One of the important laws that protect Wisconsin citizens in the event that someone's negligence causes the death of a loved one is the Wrongful Death Statute. Under this important law surviving family members can bring a claim against the person causing the harm – whether the harm is caused by a faulty product, an unsafe work place, a car accident or medical malpractice. However there is no equality in the law right now because a family does not have the right to bring a wrongful death claim when they lose the society and companionship of an unmarried child over age 18 due to medical malpractice. The same is true when the death is of a widowed parent.
The Family Justice Bill simply ensures that families of a widowed parent or single adult child who dies as a result of medical malpractice are treated with the same access to the courts as a person who had a parent or adult child die in a car accident. The bill is about fairness pure and simple.
The Family Justice Bill is about equal rights for all families. It makes no sense to tell adult children whose widowed parent dies in an automobile accident they have a wrongful death claim, but if they die due to medical negligence they have no right to pursue justice. The law is absurd.
The fact is that medical malpractice costs, as a percentage Wisconsin healthcare expenditure, are at an all time low, one-third of one percent. That is 33 cents for every 100 dollars spent on health care. This law affects a handful of cases a year. Because of the limited number of cases, allegations that AB 291/SB 203 will lead to higher health care costs are speculative and against the great weight of evidence.

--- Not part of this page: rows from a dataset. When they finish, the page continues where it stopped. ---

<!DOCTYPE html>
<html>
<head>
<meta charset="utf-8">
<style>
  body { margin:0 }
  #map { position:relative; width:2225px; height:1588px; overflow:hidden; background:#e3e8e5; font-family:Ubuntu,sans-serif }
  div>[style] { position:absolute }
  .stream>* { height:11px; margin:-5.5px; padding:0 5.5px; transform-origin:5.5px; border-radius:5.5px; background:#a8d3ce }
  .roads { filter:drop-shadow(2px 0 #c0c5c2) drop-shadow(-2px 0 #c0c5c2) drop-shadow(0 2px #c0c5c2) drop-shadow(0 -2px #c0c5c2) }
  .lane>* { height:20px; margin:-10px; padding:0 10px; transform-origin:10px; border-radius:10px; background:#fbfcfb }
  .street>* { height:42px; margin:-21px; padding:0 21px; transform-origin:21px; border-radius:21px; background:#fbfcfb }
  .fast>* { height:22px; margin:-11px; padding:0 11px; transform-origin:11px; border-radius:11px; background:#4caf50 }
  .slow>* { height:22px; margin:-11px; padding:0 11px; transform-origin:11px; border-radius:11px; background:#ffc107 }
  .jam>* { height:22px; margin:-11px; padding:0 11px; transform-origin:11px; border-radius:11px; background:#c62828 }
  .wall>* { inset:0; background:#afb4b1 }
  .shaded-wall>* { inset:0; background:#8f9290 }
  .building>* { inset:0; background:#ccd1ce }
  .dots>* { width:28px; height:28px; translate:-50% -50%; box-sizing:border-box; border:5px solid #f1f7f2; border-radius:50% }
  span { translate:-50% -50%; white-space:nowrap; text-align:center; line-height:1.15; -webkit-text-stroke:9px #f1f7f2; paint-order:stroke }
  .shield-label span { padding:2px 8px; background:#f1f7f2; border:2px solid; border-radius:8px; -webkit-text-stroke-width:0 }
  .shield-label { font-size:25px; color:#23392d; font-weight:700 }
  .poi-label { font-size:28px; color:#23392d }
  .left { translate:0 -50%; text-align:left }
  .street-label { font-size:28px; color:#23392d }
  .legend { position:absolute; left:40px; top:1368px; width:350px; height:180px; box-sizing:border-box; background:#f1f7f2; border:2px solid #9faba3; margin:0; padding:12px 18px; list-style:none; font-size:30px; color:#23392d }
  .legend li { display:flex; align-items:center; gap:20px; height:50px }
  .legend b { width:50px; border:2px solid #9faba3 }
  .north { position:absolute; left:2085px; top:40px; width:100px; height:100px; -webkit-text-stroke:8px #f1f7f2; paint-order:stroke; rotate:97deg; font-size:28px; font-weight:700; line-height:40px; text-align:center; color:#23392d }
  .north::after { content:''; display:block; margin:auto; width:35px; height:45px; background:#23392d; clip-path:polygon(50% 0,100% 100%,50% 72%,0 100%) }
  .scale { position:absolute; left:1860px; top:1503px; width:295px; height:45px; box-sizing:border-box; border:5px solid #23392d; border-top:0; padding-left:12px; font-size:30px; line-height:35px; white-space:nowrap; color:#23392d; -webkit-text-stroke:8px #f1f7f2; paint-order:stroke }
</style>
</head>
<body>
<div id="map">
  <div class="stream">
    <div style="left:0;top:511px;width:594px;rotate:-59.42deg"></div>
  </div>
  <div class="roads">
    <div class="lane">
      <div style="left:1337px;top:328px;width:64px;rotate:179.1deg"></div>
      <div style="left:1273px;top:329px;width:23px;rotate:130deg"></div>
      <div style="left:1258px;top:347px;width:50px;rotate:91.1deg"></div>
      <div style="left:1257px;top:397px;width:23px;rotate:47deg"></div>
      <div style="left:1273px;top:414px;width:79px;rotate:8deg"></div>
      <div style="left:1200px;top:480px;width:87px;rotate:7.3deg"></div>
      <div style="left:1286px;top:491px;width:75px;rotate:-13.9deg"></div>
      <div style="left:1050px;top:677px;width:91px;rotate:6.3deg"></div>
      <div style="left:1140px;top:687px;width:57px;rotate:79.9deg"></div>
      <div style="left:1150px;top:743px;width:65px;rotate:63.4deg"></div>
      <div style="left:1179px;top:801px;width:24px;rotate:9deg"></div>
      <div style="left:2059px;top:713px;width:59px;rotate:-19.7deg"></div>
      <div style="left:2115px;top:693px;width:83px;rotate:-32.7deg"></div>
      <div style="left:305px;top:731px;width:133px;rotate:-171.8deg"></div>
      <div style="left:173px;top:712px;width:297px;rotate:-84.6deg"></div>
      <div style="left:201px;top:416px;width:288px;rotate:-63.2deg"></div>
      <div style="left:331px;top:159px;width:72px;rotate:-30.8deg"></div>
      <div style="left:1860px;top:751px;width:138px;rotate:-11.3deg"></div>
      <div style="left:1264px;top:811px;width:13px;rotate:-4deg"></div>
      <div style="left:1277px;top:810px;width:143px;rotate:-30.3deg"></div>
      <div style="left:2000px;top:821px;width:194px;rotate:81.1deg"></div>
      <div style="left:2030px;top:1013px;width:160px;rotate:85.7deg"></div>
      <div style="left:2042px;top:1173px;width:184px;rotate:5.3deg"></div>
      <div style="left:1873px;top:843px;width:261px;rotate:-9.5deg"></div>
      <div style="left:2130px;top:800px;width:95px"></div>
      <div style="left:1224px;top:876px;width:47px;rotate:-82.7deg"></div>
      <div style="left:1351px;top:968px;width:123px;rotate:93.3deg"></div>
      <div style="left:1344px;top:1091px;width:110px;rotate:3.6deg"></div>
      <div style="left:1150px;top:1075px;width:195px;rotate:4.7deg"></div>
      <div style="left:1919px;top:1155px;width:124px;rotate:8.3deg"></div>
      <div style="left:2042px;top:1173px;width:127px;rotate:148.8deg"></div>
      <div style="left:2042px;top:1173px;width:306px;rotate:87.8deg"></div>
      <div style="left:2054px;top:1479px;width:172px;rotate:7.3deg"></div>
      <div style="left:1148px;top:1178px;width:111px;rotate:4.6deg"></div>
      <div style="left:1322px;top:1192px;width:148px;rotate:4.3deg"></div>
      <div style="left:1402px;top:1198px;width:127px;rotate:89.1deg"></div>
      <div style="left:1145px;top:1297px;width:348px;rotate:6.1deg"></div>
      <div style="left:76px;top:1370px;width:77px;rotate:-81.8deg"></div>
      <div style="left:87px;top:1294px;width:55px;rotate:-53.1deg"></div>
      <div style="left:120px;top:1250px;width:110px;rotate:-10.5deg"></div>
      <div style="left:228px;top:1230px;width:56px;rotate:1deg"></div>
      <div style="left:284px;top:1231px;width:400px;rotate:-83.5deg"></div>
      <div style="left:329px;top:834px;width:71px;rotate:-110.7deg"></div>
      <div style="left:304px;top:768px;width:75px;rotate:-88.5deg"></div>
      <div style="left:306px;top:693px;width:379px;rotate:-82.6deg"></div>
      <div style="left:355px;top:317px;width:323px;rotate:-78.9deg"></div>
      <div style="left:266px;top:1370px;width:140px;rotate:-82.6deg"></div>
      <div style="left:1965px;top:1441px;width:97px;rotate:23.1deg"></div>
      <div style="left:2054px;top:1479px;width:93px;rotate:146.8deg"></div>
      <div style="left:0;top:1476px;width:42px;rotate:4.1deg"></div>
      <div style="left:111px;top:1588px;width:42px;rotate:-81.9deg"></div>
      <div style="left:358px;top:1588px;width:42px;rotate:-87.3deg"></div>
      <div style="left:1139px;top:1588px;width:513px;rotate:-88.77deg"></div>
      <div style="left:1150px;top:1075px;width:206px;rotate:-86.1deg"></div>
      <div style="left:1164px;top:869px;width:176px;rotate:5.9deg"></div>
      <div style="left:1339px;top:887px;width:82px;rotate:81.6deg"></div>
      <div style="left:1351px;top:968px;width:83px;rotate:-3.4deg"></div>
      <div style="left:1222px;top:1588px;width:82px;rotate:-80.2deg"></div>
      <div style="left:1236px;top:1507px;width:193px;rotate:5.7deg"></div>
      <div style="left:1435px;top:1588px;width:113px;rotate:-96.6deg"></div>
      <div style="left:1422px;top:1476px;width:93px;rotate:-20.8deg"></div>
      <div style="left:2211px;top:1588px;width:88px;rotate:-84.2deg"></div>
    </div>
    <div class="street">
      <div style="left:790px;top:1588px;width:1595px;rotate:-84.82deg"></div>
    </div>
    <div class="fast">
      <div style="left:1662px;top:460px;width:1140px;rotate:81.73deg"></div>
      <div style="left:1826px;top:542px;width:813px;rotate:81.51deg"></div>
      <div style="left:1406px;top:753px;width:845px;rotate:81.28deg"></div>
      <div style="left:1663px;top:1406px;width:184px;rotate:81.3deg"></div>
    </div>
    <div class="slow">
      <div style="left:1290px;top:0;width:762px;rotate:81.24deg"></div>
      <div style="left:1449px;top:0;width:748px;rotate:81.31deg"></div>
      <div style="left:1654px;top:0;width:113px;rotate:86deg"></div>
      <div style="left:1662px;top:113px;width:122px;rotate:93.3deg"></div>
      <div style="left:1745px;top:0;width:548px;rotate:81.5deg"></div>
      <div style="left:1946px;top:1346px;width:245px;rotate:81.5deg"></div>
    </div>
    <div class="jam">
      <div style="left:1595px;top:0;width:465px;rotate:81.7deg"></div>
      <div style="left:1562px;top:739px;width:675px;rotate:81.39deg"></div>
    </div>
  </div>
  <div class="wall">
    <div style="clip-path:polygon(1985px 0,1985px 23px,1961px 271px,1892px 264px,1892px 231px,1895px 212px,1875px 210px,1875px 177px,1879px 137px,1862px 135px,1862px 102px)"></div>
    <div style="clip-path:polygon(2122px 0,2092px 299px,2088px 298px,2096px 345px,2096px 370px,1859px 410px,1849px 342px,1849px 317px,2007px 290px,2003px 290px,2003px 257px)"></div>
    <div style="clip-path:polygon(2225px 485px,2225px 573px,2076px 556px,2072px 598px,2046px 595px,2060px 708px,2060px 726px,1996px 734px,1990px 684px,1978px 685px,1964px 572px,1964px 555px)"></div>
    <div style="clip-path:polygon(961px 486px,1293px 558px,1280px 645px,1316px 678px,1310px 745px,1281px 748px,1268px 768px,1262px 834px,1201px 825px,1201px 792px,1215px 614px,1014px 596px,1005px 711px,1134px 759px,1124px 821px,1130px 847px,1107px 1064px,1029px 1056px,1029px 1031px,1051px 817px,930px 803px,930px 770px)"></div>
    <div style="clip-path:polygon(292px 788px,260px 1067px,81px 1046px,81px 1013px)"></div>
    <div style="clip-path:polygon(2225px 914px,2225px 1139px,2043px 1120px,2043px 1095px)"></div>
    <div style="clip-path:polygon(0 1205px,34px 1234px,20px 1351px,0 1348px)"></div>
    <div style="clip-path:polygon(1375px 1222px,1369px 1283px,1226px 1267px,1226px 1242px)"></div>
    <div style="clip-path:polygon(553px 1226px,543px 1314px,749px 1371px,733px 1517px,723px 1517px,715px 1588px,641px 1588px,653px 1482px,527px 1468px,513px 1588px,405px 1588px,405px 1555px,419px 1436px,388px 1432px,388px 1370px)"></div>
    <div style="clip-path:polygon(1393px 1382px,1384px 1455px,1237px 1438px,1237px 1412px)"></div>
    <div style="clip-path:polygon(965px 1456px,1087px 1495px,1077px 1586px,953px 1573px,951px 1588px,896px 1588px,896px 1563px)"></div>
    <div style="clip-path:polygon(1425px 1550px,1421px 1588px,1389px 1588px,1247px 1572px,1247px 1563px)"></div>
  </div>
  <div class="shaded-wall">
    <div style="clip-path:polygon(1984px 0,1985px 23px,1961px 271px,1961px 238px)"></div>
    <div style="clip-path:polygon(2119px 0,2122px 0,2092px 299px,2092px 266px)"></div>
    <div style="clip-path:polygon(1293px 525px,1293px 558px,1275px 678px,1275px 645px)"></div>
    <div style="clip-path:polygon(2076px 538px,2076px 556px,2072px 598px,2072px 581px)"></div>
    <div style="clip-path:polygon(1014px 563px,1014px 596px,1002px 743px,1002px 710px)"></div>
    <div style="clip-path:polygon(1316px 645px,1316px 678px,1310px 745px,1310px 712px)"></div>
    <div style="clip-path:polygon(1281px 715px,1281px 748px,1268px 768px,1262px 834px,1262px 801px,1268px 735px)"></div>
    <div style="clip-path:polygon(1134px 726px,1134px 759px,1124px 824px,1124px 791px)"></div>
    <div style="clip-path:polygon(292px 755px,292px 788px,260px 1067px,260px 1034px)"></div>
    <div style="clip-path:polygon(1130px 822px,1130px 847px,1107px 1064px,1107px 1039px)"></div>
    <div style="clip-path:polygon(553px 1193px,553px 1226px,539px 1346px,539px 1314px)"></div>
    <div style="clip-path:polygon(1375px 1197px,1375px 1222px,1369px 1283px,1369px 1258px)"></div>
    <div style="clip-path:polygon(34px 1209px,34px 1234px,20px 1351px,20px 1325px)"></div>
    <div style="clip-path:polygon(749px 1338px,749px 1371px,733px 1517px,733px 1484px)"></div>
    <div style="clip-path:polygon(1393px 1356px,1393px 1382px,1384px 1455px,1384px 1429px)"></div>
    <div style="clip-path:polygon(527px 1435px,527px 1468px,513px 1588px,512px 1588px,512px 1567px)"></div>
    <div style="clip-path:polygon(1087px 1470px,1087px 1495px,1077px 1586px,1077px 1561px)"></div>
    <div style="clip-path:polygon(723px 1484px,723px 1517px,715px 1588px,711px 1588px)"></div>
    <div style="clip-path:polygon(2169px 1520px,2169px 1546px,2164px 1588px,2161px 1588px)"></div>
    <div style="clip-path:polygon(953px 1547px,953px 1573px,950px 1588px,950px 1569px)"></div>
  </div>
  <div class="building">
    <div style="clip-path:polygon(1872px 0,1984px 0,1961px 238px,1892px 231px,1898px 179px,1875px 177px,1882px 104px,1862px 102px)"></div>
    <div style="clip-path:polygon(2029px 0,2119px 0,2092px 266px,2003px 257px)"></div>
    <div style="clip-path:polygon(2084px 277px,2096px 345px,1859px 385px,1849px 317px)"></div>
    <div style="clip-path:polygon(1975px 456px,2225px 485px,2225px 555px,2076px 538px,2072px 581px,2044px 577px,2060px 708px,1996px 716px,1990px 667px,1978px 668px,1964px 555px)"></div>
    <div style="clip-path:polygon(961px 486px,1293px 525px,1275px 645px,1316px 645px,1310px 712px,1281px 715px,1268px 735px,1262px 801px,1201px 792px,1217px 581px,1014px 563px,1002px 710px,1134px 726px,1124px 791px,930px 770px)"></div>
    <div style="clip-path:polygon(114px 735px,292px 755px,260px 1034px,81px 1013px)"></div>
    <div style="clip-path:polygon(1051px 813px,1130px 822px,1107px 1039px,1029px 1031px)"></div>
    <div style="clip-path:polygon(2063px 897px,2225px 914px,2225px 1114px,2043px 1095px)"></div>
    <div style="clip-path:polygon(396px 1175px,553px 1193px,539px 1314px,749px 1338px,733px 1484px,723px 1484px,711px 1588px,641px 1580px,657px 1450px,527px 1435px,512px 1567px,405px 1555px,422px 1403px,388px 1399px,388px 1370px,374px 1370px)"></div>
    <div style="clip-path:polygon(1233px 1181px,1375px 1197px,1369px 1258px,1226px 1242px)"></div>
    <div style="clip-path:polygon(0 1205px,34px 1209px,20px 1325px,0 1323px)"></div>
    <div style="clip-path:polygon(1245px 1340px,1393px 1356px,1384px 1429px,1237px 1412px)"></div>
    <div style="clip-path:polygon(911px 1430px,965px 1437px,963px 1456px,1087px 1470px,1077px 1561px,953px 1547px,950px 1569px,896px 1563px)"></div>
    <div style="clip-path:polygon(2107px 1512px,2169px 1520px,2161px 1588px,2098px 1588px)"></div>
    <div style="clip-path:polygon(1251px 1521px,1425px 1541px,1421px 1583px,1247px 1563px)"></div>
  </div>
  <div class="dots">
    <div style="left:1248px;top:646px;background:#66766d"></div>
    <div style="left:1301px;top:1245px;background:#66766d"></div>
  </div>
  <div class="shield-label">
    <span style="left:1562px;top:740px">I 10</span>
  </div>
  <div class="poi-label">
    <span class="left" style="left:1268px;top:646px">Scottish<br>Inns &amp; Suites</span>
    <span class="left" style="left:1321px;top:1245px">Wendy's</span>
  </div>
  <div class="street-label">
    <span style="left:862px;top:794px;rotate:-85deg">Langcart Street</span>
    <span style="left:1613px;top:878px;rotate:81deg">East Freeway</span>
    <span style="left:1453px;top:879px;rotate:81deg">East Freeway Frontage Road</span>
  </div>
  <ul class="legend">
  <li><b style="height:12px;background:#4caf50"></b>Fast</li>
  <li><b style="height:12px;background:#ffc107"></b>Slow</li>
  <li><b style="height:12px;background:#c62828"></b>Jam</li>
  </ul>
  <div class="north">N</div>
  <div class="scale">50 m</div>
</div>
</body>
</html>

The Congressional Budget Office (CBO) report referred to in the Wisconsin Civil Justice Council (WCJC) press release shockingly admits that “imposing limits on [the right to sue for damages] might be expected to have a negative impact on health outcomes.” It seems to brush aside the significance of this not because it is untrue, but because it says there are too few studies on the topic. Yet of the three studies that do address the issue of mortality, CBO notes that one study finds the tort restrictions advocated by proponents of tort "reform" would lead to a .2 percent increase in the nation’s overall death rate. If true, that would be an additional 4,853 Americans killed every year by medical malpractice, or 48,250 Americans over the ten-year period CBO examines.
The Government Accountability Office in its study on defensive medicine, Medical Malpractice: Implications of Rising Premiums on Access to Health Care, is extremely skeptical of the claim that the tort system encourages unnecessary defensive medicine. The report notes that (1) some defensive medicine is good medicine, (2) managed care discourages bad defensive medicine, and (3) doctors practice some excessive defensive medicine because they make money from defensive medicine. It also found that state tort laws have no impact on medical spending.
The group representing the major businesses in Wisconsin including insurance, and healthcare providers, WCJC, relies on the opinion of a medical malpractice attorney who represents negligent healthcare providers claim that families can sue for pre-death pain and suffering of their loved one. That legal option is available in some cases. The person who died must be shown to have been conscious while the pain and suffering was inflicted. If the person was unconscious or under the effects of anesthesia, there is no grounds for such a legal action. It is clear the group’s goal is to continue to shut the door to justice for families who have lost a single loved one due to medical malpractice.
All citizens deserve justice and accountability. That is what the Family Justice Bill is all about.